Keeping track of capacity and popping the smallest (least relevant) node is the easy part.
EDIT: This appears to be a standard min-max heap! See here for a description. There's a C implementation: header, source and example. Here's an example graph:
(source: chonbuk.ac.kr)
"Optimal" is hard to judge (near impossible) without profiling.
Sometimes a 'dumb' algorithm can be the fastest because intel CPUs are incredibly fast at dumb array scans on contiguous blocks of memory especially if the loop and the data can fit on-chip. By contrast, jumping around following pointers in a larger block of memory that doesn't fit on-chip can be tens or hundreds or times slower.
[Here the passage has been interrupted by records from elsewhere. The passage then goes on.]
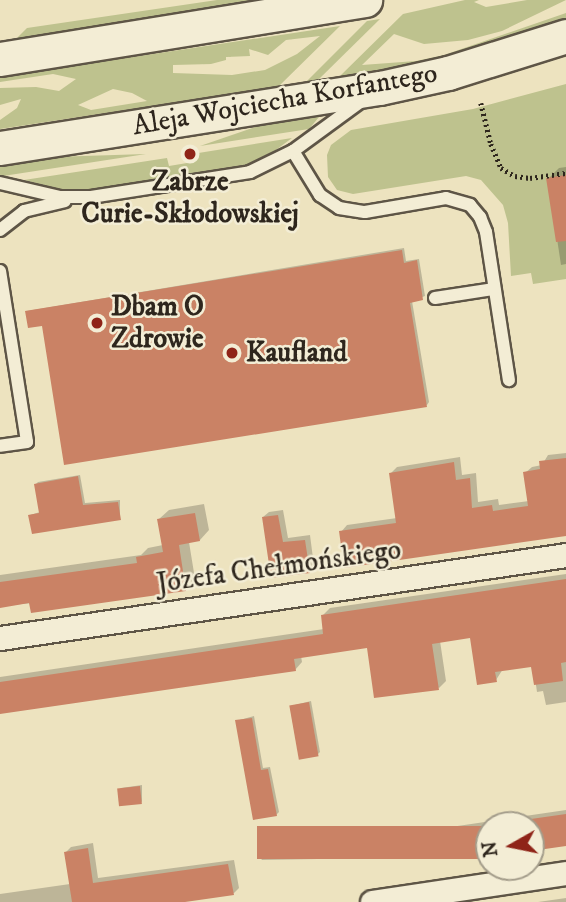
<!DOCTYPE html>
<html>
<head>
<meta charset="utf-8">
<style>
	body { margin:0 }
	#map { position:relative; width:566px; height:902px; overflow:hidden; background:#ede3bf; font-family:"IM FELL DW Pica",serif }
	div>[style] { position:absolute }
	.green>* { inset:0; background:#bec28e }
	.shadow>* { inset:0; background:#0003 }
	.building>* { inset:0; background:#ca8265; transform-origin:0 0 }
	.path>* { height:4.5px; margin-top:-2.25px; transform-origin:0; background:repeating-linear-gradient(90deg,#2e261d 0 2px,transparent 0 5.5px) }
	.roads { filter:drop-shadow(2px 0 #5e5546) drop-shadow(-2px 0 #5e5546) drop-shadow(0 2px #5e5546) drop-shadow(0 -2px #5e5546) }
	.lane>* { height:12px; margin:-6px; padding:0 6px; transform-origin:6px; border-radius:6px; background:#f3edd5 }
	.street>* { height:23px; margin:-11.5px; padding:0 11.5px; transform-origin:11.5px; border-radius:11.5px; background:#f3edd5 }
	.secondary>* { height:33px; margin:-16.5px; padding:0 16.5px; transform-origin:16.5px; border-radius:16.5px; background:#f3edd5 }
	.dots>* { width:19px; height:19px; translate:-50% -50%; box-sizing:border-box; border:4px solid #f3edd5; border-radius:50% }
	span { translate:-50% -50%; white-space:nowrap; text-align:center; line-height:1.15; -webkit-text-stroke:5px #f3edd5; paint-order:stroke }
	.street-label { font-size:28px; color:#2e261d }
	.poi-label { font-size:28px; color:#2e261d; font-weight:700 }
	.left { translate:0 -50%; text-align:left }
	.north { position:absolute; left:475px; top:811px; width:70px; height:70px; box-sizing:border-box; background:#f3edd5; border:2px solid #a49d8b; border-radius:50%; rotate:261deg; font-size:19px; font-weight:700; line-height:28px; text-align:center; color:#2e261d }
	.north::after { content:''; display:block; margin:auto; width:24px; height:32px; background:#8f2418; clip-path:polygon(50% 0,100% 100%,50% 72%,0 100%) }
</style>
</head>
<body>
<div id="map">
	<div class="green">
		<i style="clip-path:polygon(217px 0,271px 0,16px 39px,27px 28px)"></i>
		<i style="clip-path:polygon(465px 0,479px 0,474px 2px,486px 7px,527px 0,566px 0,502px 31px,468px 40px,424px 44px,394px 34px,362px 65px,416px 61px,444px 55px,566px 13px,566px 18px,437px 60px,339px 77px,403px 14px)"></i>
		<i style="clip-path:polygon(380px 19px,317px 81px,305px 83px,367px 21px)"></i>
		<i style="clip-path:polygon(evenodd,340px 26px,278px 87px,0 129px,0 120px,17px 108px,21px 99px,0 105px,0 88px,36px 87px,59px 91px,76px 79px,53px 74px,0 82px,0 77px,340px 26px,320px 36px,297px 54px,265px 70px,232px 75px,173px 73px,173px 65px,211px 64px,226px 60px,226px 57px,250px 56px,249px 49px,268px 55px,286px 40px,320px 36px,340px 26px,113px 89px,132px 93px,147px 101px,91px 110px,78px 105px,113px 89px)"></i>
		<i style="clip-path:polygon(566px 84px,566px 279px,533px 284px,531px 273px,511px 276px,508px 223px,503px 205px,481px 180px,466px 176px,353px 194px,337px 190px,328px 177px,327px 155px,331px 145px,351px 130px,473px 109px)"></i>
		<i style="clip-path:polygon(319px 117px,309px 129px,200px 146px,258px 126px)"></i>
		<i style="clip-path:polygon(292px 138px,265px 158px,250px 164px,88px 190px,64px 190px,24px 180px,167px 158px,169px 166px,187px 163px,186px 155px)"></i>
		<i style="clip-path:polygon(146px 154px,3px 176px,0 176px,0 165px,52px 157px)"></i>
	</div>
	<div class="shadow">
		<i style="clip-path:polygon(566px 167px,566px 264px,561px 265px,548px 179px,559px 168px)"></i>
		<i style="clip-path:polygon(404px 248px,406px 261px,419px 259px,425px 296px,412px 301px,429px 402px,427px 405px,43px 324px,27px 311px)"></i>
		<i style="clip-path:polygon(566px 453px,566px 534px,341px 532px,347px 525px,397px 518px,391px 473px,397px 467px,460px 457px,462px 475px,476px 473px,478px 502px,498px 499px,499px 505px,529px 501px,525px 473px,532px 467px,542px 465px,548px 455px)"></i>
		<i style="clip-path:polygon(80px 475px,85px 503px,120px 500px,120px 519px,30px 515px,40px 512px,36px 484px,38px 482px)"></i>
		<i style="clip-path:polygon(204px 504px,209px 530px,200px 540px,189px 542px,195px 579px,185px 589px,0 606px,0 575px,141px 555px,148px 548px,163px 545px,159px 519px,169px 510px)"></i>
		<i style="clip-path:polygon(283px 510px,288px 538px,310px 535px,314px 566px,309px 571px,272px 576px,263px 517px,269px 512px)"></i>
		<i style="clip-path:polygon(566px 574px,566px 702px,546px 705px,543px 691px,537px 692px,533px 665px,503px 669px,496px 680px,471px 636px,440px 641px,446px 681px,439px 688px,368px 647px,301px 656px,302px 662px,295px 670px,0 712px,0 677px,324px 629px,323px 615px,330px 608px)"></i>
		<i style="clip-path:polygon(311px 701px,320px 752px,318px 754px,291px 706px)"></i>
		<i style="clip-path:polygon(254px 716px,263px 768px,270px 767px,279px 812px,276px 815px,236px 721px)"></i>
		<i style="clip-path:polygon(142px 785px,142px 802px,119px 790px,121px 788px)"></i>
		<i style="clip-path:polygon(566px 810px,566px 844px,531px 849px,531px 825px,489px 825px,489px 856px,261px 860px,268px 854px)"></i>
		<i style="clip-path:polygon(93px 843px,98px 878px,234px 860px,239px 888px,234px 893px,175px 902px,0 902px,0 894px,70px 884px,66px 852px,71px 847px)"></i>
		<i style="clip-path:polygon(566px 898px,566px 902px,538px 902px)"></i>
	</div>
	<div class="building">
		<i style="clip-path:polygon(566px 175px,566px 241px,556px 242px,546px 178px)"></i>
		<i style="clip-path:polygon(402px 250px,404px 263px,417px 260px,423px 300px,410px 303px,427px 407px,64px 465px,42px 326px,28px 328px,25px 311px)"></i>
		<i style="clip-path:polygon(566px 458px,566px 536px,344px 568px,339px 531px,396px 523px,389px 473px,454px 462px,456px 480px,470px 478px,472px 508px,492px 505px,493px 511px,528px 506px,523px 472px,540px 469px,539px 461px)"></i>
		<i style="clip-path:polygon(78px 476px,83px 505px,118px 502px,121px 520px,32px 534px,28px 515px,39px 513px,34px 484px)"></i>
		<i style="clip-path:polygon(195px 513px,200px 541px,179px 545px,186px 591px,31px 613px,29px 603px,0 608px,0 582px,137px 563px,136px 557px,163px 552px,157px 519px)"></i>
		<i style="clip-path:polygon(278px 515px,283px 542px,305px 540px,310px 573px,271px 578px,262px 517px)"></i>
		<i style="clip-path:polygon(566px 579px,566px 662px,561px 663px,563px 681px,534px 685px,531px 667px,495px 672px,497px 682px,477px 685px,470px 638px,432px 644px,439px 690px,374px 698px,367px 648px,294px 659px,296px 671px,0 714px,0 682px,323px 634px,321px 615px)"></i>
		<i style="left:309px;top:702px;width:55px;height:20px;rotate:80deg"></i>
		<i style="clip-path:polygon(252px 718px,261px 770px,268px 769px,277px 816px,253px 820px,235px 720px)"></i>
		<i style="left:140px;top:786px;width:18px;height:23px;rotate:84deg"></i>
		<i style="clip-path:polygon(566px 814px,566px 846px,531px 851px,531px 819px)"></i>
		<i style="left:489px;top:826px;width:33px;height:232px;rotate:90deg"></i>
		<i style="clip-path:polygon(88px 848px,93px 883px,228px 864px,234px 895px,185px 902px,72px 902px,64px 852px)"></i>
	</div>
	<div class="path">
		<i style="left:481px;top:103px;width:42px;rotate:76.3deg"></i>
		<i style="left:491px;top:144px;width:26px;rotate:67deg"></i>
		<i style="left:501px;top:168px;width:16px;rotate:30deg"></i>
		<i style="left:515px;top:176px;width:15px;rotate:8deg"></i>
		<i style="left:530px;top:178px;width:36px;rotate:-8deg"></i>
	</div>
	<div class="roads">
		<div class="lane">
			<i style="left:293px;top:151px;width:52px;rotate:58.5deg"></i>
			<i style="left:320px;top:195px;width:23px;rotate:34deg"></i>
			<i style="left:339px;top:208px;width:26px;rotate:9deg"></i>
			<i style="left:365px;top:212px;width:82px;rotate:-9.8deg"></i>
			<i style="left:446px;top:198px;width:25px;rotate:16deg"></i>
			<i style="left:470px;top:205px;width:16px;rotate:50deg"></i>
			<i style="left:480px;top:217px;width:16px;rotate:68deg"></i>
			<i style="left:486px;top:232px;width:150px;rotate:81.2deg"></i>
			<i style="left:0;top:183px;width:62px;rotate:13.1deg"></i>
			<i style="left:60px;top:197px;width:31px"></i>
			<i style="left:91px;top:197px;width:161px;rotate:-8.9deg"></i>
			<i style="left:250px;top:172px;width:48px;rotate:-26deg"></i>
			<i style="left:293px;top:151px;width:87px;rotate:-36.1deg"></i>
			<i style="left:0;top:230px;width:31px;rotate:-38deg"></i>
			<i style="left:24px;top:211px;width:42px;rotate:-13.7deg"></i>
			<i style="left:0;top:271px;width:173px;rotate:81deg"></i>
			<i style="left:27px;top:442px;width:27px;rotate:172deg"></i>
			<i style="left:435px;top:298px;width:60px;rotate:-8.7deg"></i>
		</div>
		<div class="street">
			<i style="left:0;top:638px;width:572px;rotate:-8.34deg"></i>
			<i style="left:372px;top:902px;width:196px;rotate:-8.5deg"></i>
		</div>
		<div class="secondary">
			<i style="left:0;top:59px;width:370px;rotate:-9.2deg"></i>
			<i style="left:0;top:148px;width:385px;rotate:-9deg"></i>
			<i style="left:380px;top:88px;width:70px;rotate:-12.4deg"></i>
			<i style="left:448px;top:73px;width:124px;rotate:-17.4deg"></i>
		</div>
	</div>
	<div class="dots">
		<i style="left:190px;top:154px;background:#8f2418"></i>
		<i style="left:97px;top:323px;background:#8f2418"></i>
		<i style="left:232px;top:353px;background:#8f2418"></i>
	</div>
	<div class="street-label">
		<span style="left:285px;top:100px;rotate:-10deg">Aleja Wojciecha Korfantego</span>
		<span style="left:279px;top:567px;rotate:-8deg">Józefa Chełmońskiego</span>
	</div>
	<div class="poi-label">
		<span style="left:190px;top:198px">Zabrze<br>Curie-Skłodowskiej</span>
		<span class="left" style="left:111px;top:323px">Dbam O<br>Zdrowie</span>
		<span class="left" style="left:246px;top:353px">Kaufland</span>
	</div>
	<div class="north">N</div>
</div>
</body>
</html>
You may also have the issues when you try to parallelize your code if the 'clever' data structure introduces locking thus preventing multiple threads from progressing simultaneously.
I'd recommend profiling both your current, the min-max approach and a simple array scan (no linked lists = less memory) to see which performs best. Odd as it may seem, I have seen 'clever' algorithms with linked lists beaten by simple array scans in practice often because the simpler approach uses less memory, has a tighter loop and benefits more from CPU optimizations. You also potentially avoid memory allocations and garbage collection issues with a fixed size array holding the candidates.
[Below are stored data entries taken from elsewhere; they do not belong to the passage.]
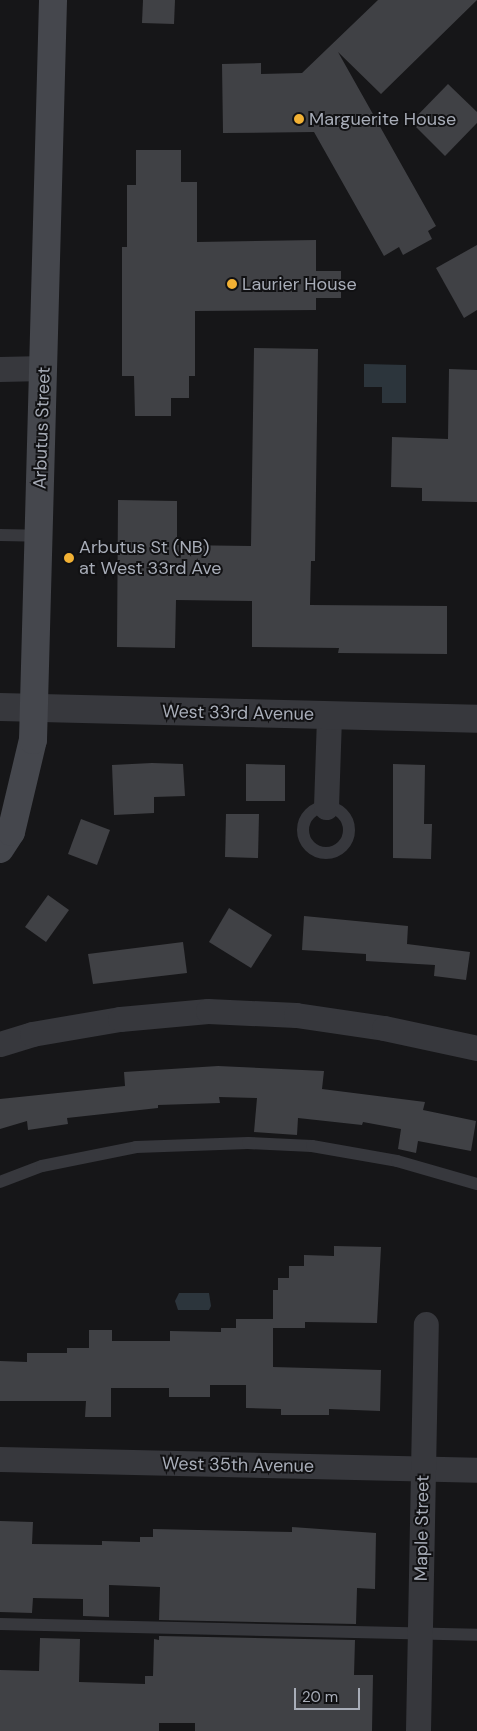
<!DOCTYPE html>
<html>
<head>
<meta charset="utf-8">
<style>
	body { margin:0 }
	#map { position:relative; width:477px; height:1731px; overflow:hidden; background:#161618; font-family:"DM Sans",sans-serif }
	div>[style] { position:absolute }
	.water>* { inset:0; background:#2c353c }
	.building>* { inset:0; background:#404145 }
	.service>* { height:12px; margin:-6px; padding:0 6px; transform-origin:6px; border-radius:6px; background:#37383d }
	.service>.ring { margin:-6px; padding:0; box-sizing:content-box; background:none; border:12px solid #37383d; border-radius:50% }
	.minor>* { height:25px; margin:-12.5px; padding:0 12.5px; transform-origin:12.5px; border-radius:12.5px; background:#37383d }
	.tertiary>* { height:28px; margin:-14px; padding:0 14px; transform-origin:14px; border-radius:14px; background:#37383d }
	.secondary>* { height:28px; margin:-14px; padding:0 14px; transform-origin:14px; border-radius:14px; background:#45474d }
	.dots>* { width:14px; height:14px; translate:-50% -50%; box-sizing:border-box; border:2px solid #111113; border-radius:50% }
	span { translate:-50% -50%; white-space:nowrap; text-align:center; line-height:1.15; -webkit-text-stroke:4px #111113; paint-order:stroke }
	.poi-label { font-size:18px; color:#a8adb8 }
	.left { translate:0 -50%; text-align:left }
	.street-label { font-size:18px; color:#a8adb8 }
	.scale { position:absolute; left:294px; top:1688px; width:66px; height:22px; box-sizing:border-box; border:2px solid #a8adb8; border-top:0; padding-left:6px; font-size:15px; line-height:18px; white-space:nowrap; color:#a8adb8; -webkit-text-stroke:4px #111113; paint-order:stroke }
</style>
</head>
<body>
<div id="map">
	<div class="water">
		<i style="clip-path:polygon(364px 364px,406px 365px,406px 403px,382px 403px,382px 387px,364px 387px)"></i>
		<i style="clip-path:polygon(179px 1293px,209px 1293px,211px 1306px,209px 1310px,178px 1310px,175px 1301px)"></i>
	</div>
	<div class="building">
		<i style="clip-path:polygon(143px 0,175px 0,174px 24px,142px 23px)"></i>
		<i style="clip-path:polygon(378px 0,477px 0,381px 94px,338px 52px,436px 226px,428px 231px,432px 239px,403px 255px,399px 247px,384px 256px,314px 132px,223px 133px,222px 64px,261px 63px,261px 74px,302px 73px)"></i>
		<i style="clip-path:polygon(448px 84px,477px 112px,477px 123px,445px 156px,411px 122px)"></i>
		<i style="clip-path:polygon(136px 150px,181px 150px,181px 182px,197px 182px,197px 242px,316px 240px,316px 271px,341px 271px,341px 298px,316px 298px,316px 310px,195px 311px,195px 376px,189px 376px,189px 398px,171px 398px,171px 416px,135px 416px,134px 376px,122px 376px,122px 247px,127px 247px,127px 185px,136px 185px)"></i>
		<i style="clip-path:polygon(477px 245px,477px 310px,464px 318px,436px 268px)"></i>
		<i style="clip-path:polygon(254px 348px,318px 349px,315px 561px,311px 561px,310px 605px,447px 606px,447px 654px,338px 653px,339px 648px,252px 647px,252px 601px,176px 600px,175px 648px,117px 647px,118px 500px,177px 501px,177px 545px,251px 546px)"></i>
		<i style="clip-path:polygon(449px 369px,477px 370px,477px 502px,422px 501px,422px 488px,391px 487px,392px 437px,448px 439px)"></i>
		<i style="clip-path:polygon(152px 763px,183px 764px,185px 796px,154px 797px,154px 813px,114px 815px,112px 765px)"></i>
		<i style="clip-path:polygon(246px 764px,285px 765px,285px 801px,246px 801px)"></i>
		<i style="clip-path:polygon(393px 764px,425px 765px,424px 824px,432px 824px,431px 859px,393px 858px)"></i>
		<i style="clip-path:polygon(226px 814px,259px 814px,258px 858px,225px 857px)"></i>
		<i style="clip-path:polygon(81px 819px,110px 830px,97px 865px,68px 854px)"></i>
		<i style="clip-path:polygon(48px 895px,69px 910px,46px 942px,25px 927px)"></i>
		<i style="clip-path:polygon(229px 908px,272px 935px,251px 968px,209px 942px)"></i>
		<i style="clip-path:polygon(304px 916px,408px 926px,407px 944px,470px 952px,466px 980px,434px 976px,435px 965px,366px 961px,366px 954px,302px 950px)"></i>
		<i style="clip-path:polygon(183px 942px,187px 973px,93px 984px,88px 954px)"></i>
		<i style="clip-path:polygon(218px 1066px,324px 1071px,322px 1089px,425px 1102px,423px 1110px,476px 1121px,471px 1151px,418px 1141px,416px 1153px,398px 1149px,401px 1129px,363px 1122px,362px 1125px,298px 1118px,297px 1135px,254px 1132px,257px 1098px,219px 1097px,220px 1103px,158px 1105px,158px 1108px,67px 1118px,68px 1124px,28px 1130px,27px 1121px,0 1129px,0 1099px,125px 1086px,124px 1072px)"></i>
		<i style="clip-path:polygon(334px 1246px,381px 1247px,377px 1323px,305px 1322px,305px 1328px,273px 1328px,273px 1367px,381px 1370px,380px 1411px,329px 1409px,329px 1415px,281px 1415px,281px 1409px,246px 1408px,246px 1385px,210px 1385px,210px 1397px,169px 1397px,169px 1388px,111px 1388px,111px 1417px,85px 1417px,86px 1401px,0 1401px,0 1361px,27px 1362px,27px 1353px,67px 1353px,67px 1348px,89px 1348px,89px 1330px,112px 1330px,112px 1341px,170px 1341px,170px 1331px,221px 1332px,221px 1328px,236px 1328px,236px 1319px,273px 1319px,273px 1290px,278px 1290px,278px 1278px,289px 1278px,289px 1266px,304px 1266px,304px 1255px,334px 1256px)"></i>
		<i style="clip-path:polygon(0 1521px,33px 1522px,32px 1544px,102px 1545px,102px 1541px,140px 1542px,140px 1537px,153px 1537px,153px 1529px,292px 1532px,292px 1527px,376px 1533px,375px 1589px,357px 1588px,356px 1624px,159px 1620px,160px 1587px,109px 1585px,109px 1617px,83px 1616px,83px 1599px,33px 1598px,32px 1613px,0 1612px)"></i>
		<i style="clip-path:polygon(159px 1636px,355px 1640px,354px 1675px,373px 1675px,372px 1731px,195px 1731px,195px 1723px,159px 1723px,159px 1731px,0 1731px,0 1670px,39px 1671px,40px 1638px,80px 1639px,79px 1682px,145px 1684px,145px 1676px,153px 1676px,154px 1639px,159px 1640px)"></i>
	</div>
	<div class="service">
		<i style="left:0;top:535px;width:39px;rotate:1deg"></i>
		<i class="ring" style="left:303px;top:807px;width:34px;height:34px"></i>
		<i style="left:0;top:1182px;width:45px;rotate:-20.9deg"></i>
		<i style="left:42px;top:1166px;width:96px;rotate:-11.4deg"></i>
		<i style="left:136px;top:1147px;width:112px;rotate:-2deg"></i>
		<i style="left:248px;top:1143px;width:64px;rotate:2.7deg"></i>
		<i style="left:312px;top:1146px;width:86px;rotate:10deg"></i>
		<i style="left:397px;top:1161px;width:83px;rotate:16deg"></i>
		<i style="left:0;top:1624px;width:477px;rotate:1.3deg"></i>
	</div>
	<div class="minor">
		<i style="left:0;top:369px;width:44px;rotate:-1.3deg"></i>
		<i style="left:326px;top:807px;width:92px;rotate:-88.1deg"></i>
		<i style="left:0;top:1044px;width:34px;rotate:-17deg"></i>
		<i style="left:32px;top:1034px;width:89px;rotate:-9.7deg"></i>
		<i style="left:120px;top:1019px;width:88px;rotate:-5.2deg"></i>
		<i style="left:208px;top:1011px;width:88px;rotate:2.6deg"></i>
		<i style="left:296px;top:1015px;width:89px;rotate:8.4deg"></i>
		<i style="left:384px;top:1028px;width:95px;rotate:12.1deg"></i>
		<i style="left:0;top:1459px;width:477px;rotate:1.3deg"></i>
		<i style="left:418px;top:1731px;width:407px;rotate:-88.9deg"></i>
	</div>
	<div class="tertiary">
		<i style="left:0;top:707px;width:477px;rotate:1.4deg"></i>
	</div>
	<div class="secondary">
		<i style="left:0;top:849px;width:20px;rotate:-57deg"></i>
		<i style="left:11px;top:832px;width:95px;rotate:-76.6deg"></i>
		<i style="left:33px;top:740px;width:740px;rotate:-88.45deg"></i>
	</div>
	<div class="dots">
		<i style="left:299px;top:119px;background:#f2b134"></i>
		<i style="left:232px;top:284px;background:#f2b134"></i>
		<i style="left:69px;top:558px;background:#f2b134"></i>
	</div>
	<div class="poi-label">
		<span class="left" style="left:309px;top:119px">Marguerite House</span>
		<span class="left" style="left:242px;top:284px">Laurier House</span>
		<span class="left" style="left:79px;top:558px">Arbutus St (NB)<br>at West 33rd Ave</span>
	</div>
	<div class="street-label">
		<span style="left:42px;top:428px;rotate:-88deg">Arbutus Street</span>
		<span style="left:238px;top:713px;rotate:1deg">West 33rd Avenue</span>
		<span style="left:238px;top:1465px;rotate:1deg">West 35th Avenue</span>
		<span style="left:422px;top:1528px;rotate:-89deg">Maple Street</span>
	</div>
	<div class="scale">20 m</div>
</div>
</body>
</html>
One option you might want to consider whatever the solution is to prune less frequently and remove more elements each time. For example, removing 100 elements on each prune operation means you only need to prune 100th of the time. That may allow a more asymmetric approach to adding and removing elements.
But overall, just bear in mind that the computer-science approach to optimization isn't always the practical approach to the highest performance on today and tomorrow's hardware.
If you use skip-lists instead of heaps you'll have O(1) time for dequeuing elements while still doing searches in O(logn).
On the other hand a skip list is harder to implement and uses more space than a binary heap.